* TASK TO COMPLETE *
How many lines in the data below contain the word "white"? State only the number.

* DATA SECTION *

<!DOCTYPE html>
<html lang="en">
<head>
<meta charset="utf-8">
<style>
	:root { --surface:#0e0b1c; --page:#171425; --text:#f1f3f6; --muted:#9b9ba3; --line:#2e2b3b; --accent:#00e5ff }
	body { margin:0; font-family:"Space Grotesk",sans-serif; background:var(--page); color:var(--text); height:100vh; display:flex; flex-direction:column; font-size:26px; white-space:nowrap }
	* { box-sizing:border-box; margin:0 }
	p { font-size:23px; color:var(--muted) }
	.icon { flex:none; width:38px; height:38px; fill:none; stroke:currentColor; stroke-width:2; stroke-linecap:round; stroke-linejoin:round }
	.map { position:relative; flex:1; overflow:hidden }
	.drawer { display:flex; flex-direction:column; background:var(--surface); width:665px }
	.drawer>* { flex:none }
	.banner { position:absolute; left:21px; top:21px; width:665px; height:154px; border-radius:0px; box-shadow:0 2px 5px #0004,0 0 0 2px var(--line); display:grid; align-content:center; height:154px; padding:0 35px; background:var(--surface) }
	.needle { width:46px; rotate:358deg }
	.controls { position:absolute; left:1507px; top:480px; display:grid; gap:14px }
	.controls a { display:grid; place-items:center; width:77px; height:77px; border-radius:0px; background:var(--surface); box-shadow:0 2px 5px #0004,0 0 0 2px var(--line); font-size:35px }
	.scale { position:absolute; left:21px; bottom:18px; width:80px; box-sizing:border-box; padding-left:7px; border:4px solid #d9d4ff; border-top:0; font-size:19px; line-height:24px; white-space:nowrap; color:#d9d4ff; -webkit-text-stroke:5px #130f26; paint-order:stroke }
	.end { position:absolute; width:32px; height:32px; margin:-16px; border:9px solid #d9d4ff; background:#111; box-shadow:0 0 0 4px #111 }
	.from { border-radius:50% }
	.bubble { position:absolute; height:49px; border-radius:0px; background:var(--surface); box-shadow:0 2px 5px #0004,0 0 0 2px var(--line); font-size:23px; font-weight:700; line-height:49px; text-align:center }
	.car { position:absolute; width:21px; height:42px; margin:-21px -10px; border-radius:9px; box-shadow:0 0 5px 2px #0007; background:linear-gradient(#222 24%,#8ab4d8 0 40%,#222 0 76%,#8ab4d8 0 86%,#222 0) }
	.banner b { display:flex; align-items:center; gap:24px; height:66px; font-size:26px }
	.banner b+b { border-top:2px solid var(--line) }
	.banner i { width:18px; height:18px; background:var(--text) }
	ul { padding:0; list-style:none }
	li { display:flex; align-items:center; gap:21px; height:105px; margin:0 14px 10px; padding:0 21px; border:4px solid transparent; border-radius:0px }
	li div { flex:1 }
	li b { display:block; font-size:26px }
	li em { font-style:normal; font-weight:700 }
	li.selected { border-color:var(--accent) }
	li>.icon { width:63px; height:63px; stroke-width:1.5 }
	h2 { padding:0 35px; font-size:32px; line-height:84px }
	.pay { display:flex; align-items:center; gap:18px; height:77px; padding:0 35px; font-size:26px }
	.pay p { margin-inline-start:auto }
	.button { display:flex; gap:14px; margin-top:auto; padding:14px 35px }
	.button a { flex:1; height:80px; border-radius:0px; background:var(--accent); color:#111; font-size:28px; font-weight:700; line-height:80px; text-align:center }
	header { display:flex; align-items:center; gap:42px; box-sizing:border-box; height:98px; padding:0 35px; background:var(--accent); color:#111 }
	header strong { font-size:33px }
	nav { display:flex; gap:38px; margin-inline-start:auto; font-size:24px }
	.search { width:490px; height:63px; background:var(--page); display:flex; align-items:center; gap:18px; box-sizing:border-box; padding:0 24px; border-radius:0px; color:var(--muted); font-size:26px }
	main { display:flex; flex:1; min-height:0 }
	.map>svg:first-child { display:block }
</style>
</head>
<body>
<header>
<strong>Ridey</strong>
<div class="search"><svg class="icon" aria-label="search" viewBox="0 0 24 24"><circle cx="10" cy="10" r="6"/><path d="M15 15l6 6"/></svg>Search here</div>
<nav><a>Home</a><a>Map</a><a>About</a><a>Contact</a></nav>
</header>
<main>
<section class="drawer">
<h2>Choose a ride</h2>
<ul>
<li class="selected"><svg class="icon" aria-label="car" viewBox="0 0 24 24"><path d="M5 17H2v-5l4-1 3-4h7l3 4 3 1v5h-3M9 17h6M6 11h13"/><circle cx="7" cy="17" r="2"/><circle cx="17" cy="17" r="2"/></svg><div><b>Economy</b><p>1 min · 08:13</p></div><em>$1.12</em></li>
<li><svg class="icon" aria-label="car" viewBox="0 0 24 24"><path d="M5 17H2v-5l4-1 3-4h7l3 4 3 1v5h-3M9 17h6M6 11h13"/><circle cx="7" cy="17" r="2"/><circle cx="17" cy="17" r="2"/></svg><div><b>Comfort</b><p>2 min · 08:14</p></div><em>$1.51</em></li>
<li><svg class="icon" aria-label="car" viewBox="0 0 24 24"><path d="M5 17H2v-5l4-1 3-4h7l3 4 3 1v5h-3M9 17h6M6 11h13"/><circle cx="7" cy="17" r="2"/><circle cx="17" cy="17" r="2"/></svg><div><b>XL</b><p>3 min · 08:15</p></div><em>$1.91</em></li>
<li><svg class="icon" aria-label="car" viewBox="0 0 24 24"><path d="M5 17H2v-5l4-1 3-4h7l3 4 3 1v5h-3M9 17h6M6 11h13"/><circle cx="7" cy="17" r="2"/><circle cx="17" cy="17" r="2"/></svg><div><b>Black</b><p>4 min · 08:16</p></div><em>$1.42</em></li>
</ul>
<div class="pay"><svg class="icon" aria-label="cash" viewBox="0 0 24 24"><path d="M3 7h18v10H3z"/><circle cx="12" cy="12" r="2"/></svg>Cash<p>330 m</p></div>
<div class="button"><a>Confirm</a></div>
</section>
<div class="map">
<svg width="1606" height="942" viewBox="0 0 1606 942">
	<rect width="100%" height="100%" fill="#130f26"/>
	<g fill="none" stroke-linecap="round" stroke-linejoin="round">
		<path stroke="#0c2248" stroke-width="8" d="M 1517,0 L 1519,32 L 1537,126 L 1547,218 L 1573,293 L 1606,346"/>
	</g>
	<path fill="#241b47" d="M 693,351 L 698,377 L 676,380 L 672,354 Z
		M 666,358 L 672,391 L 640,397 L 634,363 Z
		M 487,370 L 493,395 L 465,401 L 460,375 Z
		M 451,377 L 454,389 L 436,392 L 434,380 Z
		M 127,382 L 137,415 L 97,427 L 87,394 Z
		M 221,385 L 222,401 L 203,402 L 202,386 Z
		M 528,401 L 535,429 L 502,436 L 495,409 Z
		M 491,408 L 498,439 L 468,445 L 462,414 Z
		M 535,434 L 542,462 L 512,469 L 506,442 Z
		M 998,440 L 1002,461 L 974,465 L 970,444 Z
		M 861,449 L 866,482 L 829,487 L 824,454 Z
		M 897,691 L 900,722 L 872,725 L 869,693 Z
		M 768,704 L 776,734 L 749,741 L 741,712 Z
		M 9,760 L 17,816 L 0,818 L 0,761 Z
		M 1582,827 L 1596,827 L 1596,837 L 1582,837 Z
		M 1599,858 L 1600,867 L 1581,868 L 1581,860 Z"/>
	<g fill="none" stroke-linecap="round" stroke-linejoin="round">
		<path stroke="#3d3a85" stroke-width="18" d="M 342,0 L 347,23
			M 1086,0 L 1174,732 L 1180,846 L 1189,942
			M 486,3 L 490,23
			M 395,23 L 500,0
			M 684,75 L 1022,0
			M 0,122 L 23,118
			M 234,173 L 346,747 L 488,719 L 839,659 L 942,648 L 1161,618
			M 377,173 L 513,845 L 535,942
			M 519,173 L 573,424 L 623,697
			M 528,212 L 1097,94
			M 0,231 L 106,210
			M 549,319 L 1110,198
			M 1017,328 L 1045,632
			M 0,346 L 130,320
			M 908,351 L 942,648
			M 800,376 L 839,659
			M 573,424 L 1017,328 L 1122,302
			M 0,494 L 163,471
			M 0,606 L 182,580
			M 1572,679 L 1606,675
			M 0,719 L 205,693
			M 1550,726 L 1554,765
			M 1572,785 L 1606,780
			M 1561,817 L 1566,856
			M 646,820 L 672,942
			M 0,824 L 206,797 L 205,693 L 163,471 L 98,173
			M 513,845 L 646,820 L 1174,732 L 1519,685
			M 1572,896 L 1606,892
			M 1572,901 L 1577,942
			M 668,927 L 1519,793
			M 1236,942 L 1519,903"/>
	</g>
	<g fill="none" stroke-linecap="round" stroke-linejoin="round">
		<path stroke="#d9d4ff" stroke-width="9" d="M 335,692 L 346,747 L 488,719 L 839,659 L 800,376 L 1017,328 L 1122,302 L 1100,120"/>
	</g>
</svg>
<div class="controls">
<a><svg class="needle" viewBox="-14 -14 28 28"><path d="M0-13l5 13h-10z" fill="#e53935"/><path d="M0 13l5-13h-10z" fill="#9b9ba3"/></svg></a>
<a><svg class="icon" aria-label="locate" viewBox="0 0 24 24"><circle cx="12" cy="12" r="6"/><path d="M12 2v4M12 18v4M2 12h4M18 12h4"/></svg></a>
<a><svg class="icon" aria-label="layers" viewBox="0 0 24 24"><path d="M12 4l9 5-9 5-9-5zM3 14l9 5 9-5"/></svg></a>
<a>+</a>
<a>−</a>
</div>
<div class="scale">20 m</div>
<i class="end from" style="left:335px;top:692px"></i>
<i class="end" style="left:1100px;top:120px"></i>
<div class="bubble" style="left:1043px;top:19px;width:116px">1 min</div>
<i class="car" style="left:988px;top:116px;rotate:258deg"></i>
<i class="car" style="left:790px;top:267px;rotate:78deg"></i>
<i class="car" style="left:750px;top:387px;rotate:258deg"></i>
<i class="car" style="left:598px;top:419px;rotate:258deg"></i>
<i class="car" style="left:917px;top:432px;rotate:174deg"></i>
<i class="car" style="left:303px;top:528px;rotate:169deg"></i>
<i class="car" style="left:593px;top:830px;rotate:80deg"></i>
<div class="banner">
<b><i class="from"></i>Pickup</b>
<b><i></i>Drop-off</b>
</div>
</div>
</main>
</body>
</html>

* EXERCISE SOLUTION *
2